On Sat, Nov 27, 2010 at 1:18 AM, Junio C Hamano <gitster@pobox.com> wrote:
> Erik Faye-Lund <kusmabite@gmail.com> writes:
>
>> @@ -320,9 +321,16 @@ const char *help_unknown_cmd(const char *cmd)
>> uniq(&main_cmds);
>>
>> /* This reuses cmdname->len for similarity index */
>> - for (i = 0; i < main_cmds.cnt; ++i)
>> - main_cmds.names[i]->len =
>> + for (i = 0; i < main_cmds.cnt; ++i) {
>> + main_cmds.names[i]->len = 1 +
>> levenshtein(cmd, main_cmds.names[i]->name, 0, 2, 1, 4);
>> + for (n = 0; n < ARRAY_SIZE(common_cmds); ++n) {
>> + if (!strcmp(main_cmds.names[i]->name,
>> + common_cmds[n].name) &&
>> + !prefixcmp(main_cmds.names[i]->name, cmd))

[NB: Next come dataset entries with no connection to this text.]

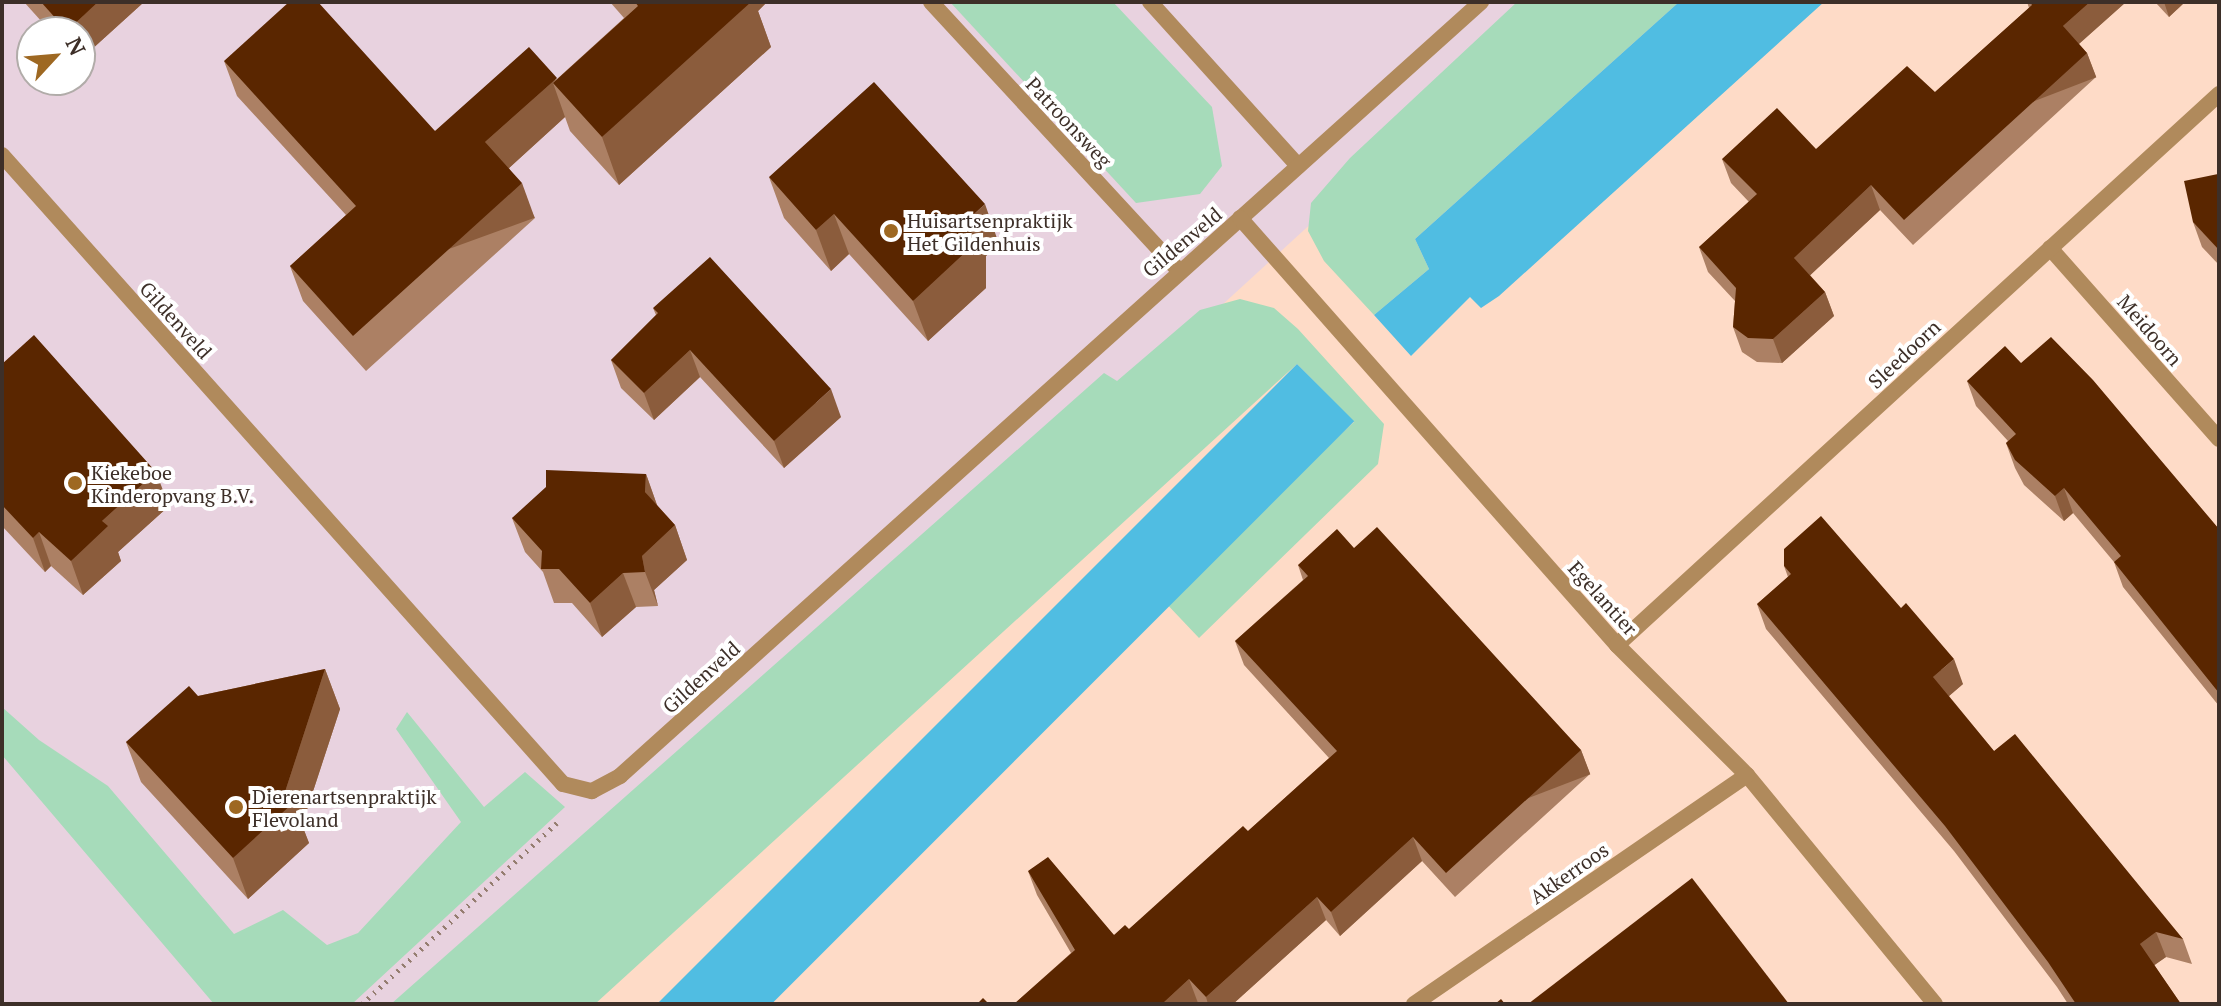 <!DOCTYPE html>
<html>
<head>
<meta charset="utf-8">
<style>
  body { margin:0 }
  #map { position:relative; width:2221px; height:1006px; overflow:hidden; background:#fedbc7; font-family:"PT Serif",serif }
  div>[style] { position:absolute }
  .industrial>* { inset:0; background:#e8d2df }
  .green>* { inset:0; background:#a6dbba }
  .water>* { inset:0; background:#50bde2; transform-origin:0 0 }
  .path>* { height:5px; margin-top:-2.5px; transform-origin:0; background:repeating-linear-gradient(90deg,#957d70 0 2px,transparent 0 8px) }
  .minor>* { height:16px; margin:-8px; padding:0 8px; transform-origin:8px; border-radius:8px; background:#b08a5c }
  .wall>* { inset:0; background:#ac8064 }
  .shaded-wall>* { inset:0; background:#8b5c3c; transform-origin:0 0 }
  .building>* { inset:0; background:#5a2600 }
  .dots>* { width:22px; height:22px; translate:-50% -50%; box-sizing:border-box; border:4px solid #fff; border-radius:50% }
  span { translate:-50% -50%; white-space:nowrap; text-align:center; line-height:1.15; -webkit-text-stroke:8px #fff; paint-order:stroke }
  .street-label { font-size:20px; color:#3d2f28 }
  .poi-label { font-size:20px; color:#3d2f28 }
  .left { translate:0 -50%; text-align:left }
  .frame { position:absolute; inset:0; border:4px solid #3d2f28; pointer-events:none }
  .north { position:absolute; left:16px; top:16px; width:80px; height:80px; box-sizing:border-box; background:#fff; border:2px solid #b1aca9; border-radius:50%; rotate:64deg; font-size:22px; font-weight:700; line-height:32px; text-align:center; color:#3d2f28 }
  .north::after { content:''; display:block; margin:auto; width:28px; height:36px; background:#9e6822; clip-path:polygon(50% 0,100% 100%,50% 72%,0 100%) }
</style>
</head>
<body>
<div id="map">
  <div class="industrial">
    <i style="clip-path:polygon(evenodd,2px 2px,1553px 2px,459px 1004px,2px 1004px,2px 2px,32px 32px,80px 32px,80px 80px,32px 80px,32px 32px)"></i>
  </div>
  <div class="green">
    <i style="clip-path:polygon(950px 2px,1113px 2px,1212px 107px,1222px 166px,1200px 194px,1136px 203px)"></i>
    <i style="clip-path:polygon(1517px 2px,1679px 2px,1415px 239px,1429px 269px,1374px 315px,1324px 261px,1308px 231px,1311px 203px,1350px 158px)"></i>
    <i style="clip-path:polygon(1240px 299px,1274px 308px,1298px 329px,1384px 424px,1378px 464px,1199px 638px,1162px 599px,1354px 422px,1297px 364px,595px 1004px,391px 1004px,1104px 373px,1117px 381px,1200px 310px)"></i>
    <i style="clip-path:polygon(2px 707px,39px 740px,108px 786px,234px 934px,283px 910px,327px 945px,358px 933px,461px 822px,396px 729px,407px 712px,484px 807px,525px 772px,565px 807px,352px 1004px,214px 1004px,2px 755px)"></i>
  </div>
  <div class="water">
    <i style="clip-path:polygon(1679px 2px,1824px 2px,1499px 296px,1481px 308px,1470px 297px,1411px 356px,1374px 315px,1429px 269px,1415px 239px)"></i>
    <i style="left:1297px;top:364px;width:81px;height:950px;rotate:45deg"></i>
  </div>
  <div class="path">
    <i style="left:362px;top:1004px;width:270px;rotate:-42.9deg"></i>
  </div>
  <div class="minor">
    <i style="left:931px;top:2px;width:364px;rotate:47.3deg"></i>
    <i style="left:1150px;top:2px;width:221px;rotate:47.9deg"></i>
    <i style="left:2px;top:155px;width:843px;rotate:48.27deg"></i>
    <i style="left:563px;top:784px;width:30px;rotate:14deg"></i>
    <i style="left:592px;top:791px;width:32px;rotate:-28deg"></i>
    <i style="left:620px;top:776px;width:1158px;rotate:-41.95deg"></i>
    <i style="left:1240px;top:218px;width:570px;rotate:48.56deg"></i>
    <i style="left:1617px;top:645px;width:184px;rotate:45deg"></i>
    <i style="left:1747px;top:775px;width:296px;rotate:50.6deg"></i>
    <i style="left:2050px;top:248px;width:255px;rotate:48.5deg"></i>
    <i style="left:1617px;top:645px;width:816px;rotate:-42.47deg"></i>
    <i style="left:1414px;top:1004px;width:404px;rotate:-34.5deg"></i>
  </div>
  <div class="wall">
    <i style="clip-path:polygon(24px 2px,144px 2px,80px 60px,80px 32px,51px 32px)"></i>
    <i style="clip-path:polygon(610px 2px,767px 2px,758px 11px,771px 47px,619px 185px,570px 131px,565px 117px,509px 168px,535px 218px,366px 371px,303px 301px,290px 266px,346px 215px,237px 96px,224px 61px,435px 131px,557px 79px,624px 18px)"></i>
    <i style="clip-path:polygon(2027px 2px,2126px 2px,2079px 44px,2087px 53px,2096px 77px,1913px 245px,1880px 210px,1810px 275px,1825px 292px,1834px 316px,1782px 363px,1757px 362px,1742px 352px,1733px 327px,1735px 301px,1708px 272px,1699px 247px,1749px 202px,1731px 183px,1722px 159px,1816px 149px,1935px 92px,2029px 8px)"></i>
    <i style="clip-path:polygon(2155px 2px,2185px 2px,2169px 17px)"></i>
    <i style="clip-path:polygon(2219px 175px,2219px 265px,2202px 247px,2193px 222px)"></i>
    <i style="clip-path:polygon(769px 177px,999px 244px,986px 256px,986px 288px,928px 341px,849px 254px,831px 271px,784px 218px)"></i>
    <i style="clip-path:polygon(653px 308px,841px 417px,784px 468px,700px 377px,654px 420px,621px 388px,611px 360px,656px 315px)"></i>
    <i style="clip-path:polygon(2021px 363px,2219px 529px,2219px 706px,2123px 587px,2114px 562px,2073px 513px,2064px 521px,2024px 485px,2015px 468px,2006px 443px,2008px 441px,1976px 406px,1967px 381px)"></i>
    <i style="clip-path:polygon(2px 364px,169px 506px,118px 552px,121px 561px,83px 595px,51px 566px,45px 572px,2px 526px)"></i>
    <i style="clip-path:polygon(646px 474px,657px 505px,675px 525px,687px 560px,654px 590px,658px 606px,636px 607px,602px 637px,572px 603px,554px 603px,543px 572px,525px 552px,512px 518px)"></i>
    <i style="clip-path:polygon(1354px 548px,1581px 750px,1590px 774px,1455px 897px,1422px 861px,1340px 936px,1326px 920px,1233px 1004px,1199px 1004px,1198px 1003px,1197px 1004px,1014px 1004px,1071px 953px,1037px 895px,1028px 871px,1114px 935px,1129px 929px,1248px 831px,1329px 758px,1244px 665px,1235px 641px,1303px 580px,1298px 565px)"></i>
    <i style="clip-path:polygon(1784px 566px,1963px 684px,1949px 696px,1994px 751px,2183px 939px,2192px 964px,2166px 957px,2154px 965px,2181px 1004px,2068px 1004px,2057px 987px,1954px 851px,1766px 629px,1757px 604px,1788px 577px)"></i>
    <i style="clip-path:polygon(325px 669px,340px 709px,302px 825px,309px 843px,248px 899px,141px 782px,126px 742px,198px 696px)"></i>
  </div>
  <div class="shaded-wall">
    <i style="clip-path:polygon(98px 2px,144px 2px,80px 60px,80px 32px,67px 32px,67px 31px)"></i>
    <i style="clip-path:polygon(740px 2px,767px 2px,758px 11px,771px 47px,619px 185px,602px 137px)"></i>
    <i style="clip-path:polygon(2090px 2px,2126px 2px,2072px 50px,2063px 26px)"></i>
    <i style="clip-path:polygon(2164px 2px,2185px 2px,2169px 17px)"></i>
    <i style="left:2087px;top:53px;width:26px;height:248px;rotate:69deg"></i>
    <i style="clip-path:polygon(557px 78px,553px 83px,565px 117px,498px 178px,485px 142px)"></i>
    <i style="left:522px;top:183px;width:37px;height:228px;rotate:70deg"></i>
    <i style="clip-path:polygon(1871px 185px,1880px 210px,1803px 282px,1794px 258px)"></i>
    <i style="clip-path:polygon(985px 204px,999px 244px,986px 256px,986px 288px,928px 341px,913px 301px,972px 216px)"></i>
    <i style="clip-path:polygon(834px 214px,849px 254px,831px 271px,816px 230px)"></i>
    <i style="clip-path:polygon(1825px 292px,1834px 316px,1782px 363px,1773px 339px)"></i>
    <i style="clip-path:polygon(690px 350px,700px 377px,654px 420px,644px 393px)"></i>
    <i style="clip-path:polygon(831px 389px,841px 417px,784px 468px,774px 441px)"></i>
    <i style="clip-path:polygon(156px 472px,169px 506px,118px 552px,121px 561px,83px 595px,71px 561px,102px 521px)"></i>
    <i style="clip-path:polygon(646px 474px,658px 508px,645px 492px)"></i>
    <i style="clip-path:polygon(2064px 488px,2073px 513px,2064px 521px,2055px 496px)"></i>
    <i style="clip-path:polygon(675px 525px,687px 560px,654px 590px,658px 606px,645px 572px,642px 556px)"></i>
    <i style="clip-path:polygon(39px 532px,51px 566px,45px 572px,33px 538px)"></i>
    <i style="clip-path:polygon(623px 573px,636px 607px,602px 637px,590px 603px)"></i>
    <i style="clip-path:polygon(1954px 659px,1963px 684px,1942px 702px,1933px 677px)"></i>
    <i style="clip-path:polygon(325px 669px,340px 709px,302px 825px,309px 843px,248px 899px,233px 858px,285px 792px)"></i>
    <i style="left:1581px;top:750px;width:26px;height:183px;rotate:69deg"></i>
    <i style="clip-path:polygon(1413px 837px,1422px 861px,1340px 936px,1331px 912px)"></i>
    <i style="clip-path:polygon(1317px 897px,1326px 920px,1233px 1004px,1208px 1004px,1206px 997px)"></i>
    <i style="clip-path:polygon(2156px 932px,2166px 957px,2149px 969px,2140px 944px)"></i>
    <i style="clip-path:polygon(1189px 979px,1198px 1003px,1197px 1004px,1162px 1004px)"></i>
  </div>
  <div class="building">
    <i style="clip-path:polygon(41px 2px,98px 2px,67px 31px)"></i>
    <i style="clip-path:polygon(289px 2px,318px 2px,435px 131px,529px 47px,557px 78px,485px 142px,522px 183px,353px 336px,290px 266px,356px 206px,224px 61px)"></i>
    <i style="clip-path:polygon(635px 2px,751px 2px,602px 137px,553px 83px,638px 6px)"></i>
    <i style="clip-path:polygon(2030px 2px,2090px 2px,2063px 26px,2087px 53px,1904px 220px,1871px 185px,1794px 258px,1825px 292px,1773px 339px,1748px 338px,1733px 327px,1736px 288px,1699px 247px,1757px 194px,1722px 159px,1777px 108px,1816px 149px,1907px 66px,1935px 92px,2032px 5px)"></i>
    <i style="clip-path:polygon(874px 82px,985px 204px,972px 216px,971px 247px,913px 301px,834px 214px,816px 230px,769px 177px)"></i>
    <i style="clip-path:polygon(2218px 174px,2219px 175px,2219px 250px,2193px 222px,2184px 181px)"></i>
    <i style="clip-path:polygon(710px 257px,831px 389px,774px 441px,690px 350px,644px 393px,611px 360px,658px 313px,653px 308px)"></i>
    <i style="clip-path:polygon(34px 335px,156px 472px,102px 521px,108px 526px,71px 561px,39px 532px,33px 538px,2px 505px,2px 364px)"></i>
    <i style="clip-path:polygon(2051px 337px,2093px 380px,2219px 529px,2219px 693px,2114px 562px,2121px 556px,2064px 488px,2055px 496px,2015px 460px,2006px 443px,2016px 434px,1967px 381px,2005px 346px,2021px 363px)"></i>
    <i style="clip-path:polygon(546px 470px,646px 474px,645px 492px,675px 525px,642px 556px,645px 572px,623px 573px,590px 603px,559px 569px,541px 569px,542px 551px,512px 518px,546px 487px)"></i>
    <i style="clip-path:polygon(1821px 516px,1901px 608px,1906px 603px,1954px 659px,1933px 677px,1994px 751px,2015px 734px,2183px 939px,2156px 932px,2140px 944px,2181px 1004px,2076px 1004px,2048px 962px,1945px 826px,1757px 604px,1791px 574px,1784px 566px,1784px 549px)"></i>
    <i style="clip-path:polygon(1377px 527px,1581px 750px,1446px 873px,1413px 837px,1331px 912px,1317px 897px,1206px 997px,1189px 979px,1162px 1004px,1014px 1004px,1075px 950px,1028px 871px,1048px 857px,1114px 935px,1125px 925px,1129px 929px,1243px 826px,1248px 831px,1337px 751px,1235px 641px,1308px 576px,1298px 565px,1337px 529px,1354px 548px)"></i>
    <i style="clip-path:polygon(325px 669px,285px 792px,294px 802px,233px 858px,126px 742px,189px 686px,198px 696px)"></i>
    <i style="clip-path:polygon(1692px 878px,1789px 1004px,1528px 1004px)"></i>
    <i style="clip-path:polygon(983px 998px,989px 1004px,977px 1004px)"></i>
    <i style="clip-path:polygon(1501px 999px,1505px 1004px,1495px 1004px)"></i>
  </div>
  <div class="dots">
    <i style="left:891px;top:231px;background:#9e6822"></i>
    <i style="left:75px;top:483px;background:#9e6822"></i>
    <i style="left:236px;top:807px;background:#9e6822"></i>
  </div>
  <div class="street-label">
    <span style="left:1069px;top:122px;rotate:47deg">Patroonsweg</span>
    <span style="left:1182px;top:242px;rotate:-40deg">Gildenveld</span>
    <span style="left:176px;top:320px;rotate:48deg">Gildenveld</span>
    <span style="left:2150px;top:330px;rotate:49deg">Meidoorn</span>
    <span style="left:1904px;top:354px;rotate:-43deg">Sleedoorn</span>
    <span style="left:1603px;top:598px;rotate:48deg">Egelantier</span>
    <span style="left:701px;top:677px;rotate:-42deg">Gildenveld</span>
    <span style="left:1569px;top:873px;rotate:-35deg">Akkerroos</span>
  </div>
  <div class="poi-label">
    <span class="left" style="left:907px;top:232px">Huisartsenpraktijk<br>Het Gildenhuis</span>
    <span class="left" style="left:91px;top:484px">Kiekeboe<br>Kinderopvang B.V.</span>
    <span class="left" style="left:252px;top:808px">Dierenartsenpraktijk<br>Flevoland</span>
  </div>
  <div class="frame"></div>
  <div class="north">N</div>
</div>
</body>
</html>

>> + main_cmds.names[i]->len = 0;
>> + }
>> + }
>
> This is an error codepath so performance would not matter much, but this
> is doing it in an unnecessarily slow way, no? At this point, both arrays
> are sorted the same way, so we should be able to walk common_cmds[]
> alongside the main_cmds.names[] (see below).
>
I like it, thanks!
>> + if (n < main_cmds.cnt) {
>> + best_similarity = main_cmds.names[n++]->len;
>> + while (n < main_cmds.cnt &&
>> + best_similarity == main_cmds.names[n]->len)
>> + ++n;
>> + } else
>> + best_similarity = 0;
>
> Think about what does this case _means_... The end user input was so
> ambiguous that it prefix matched all the common commands! Is it really
> similar enough?
>
> Note that most of the time main_cmds[] has more than what common_cmds[]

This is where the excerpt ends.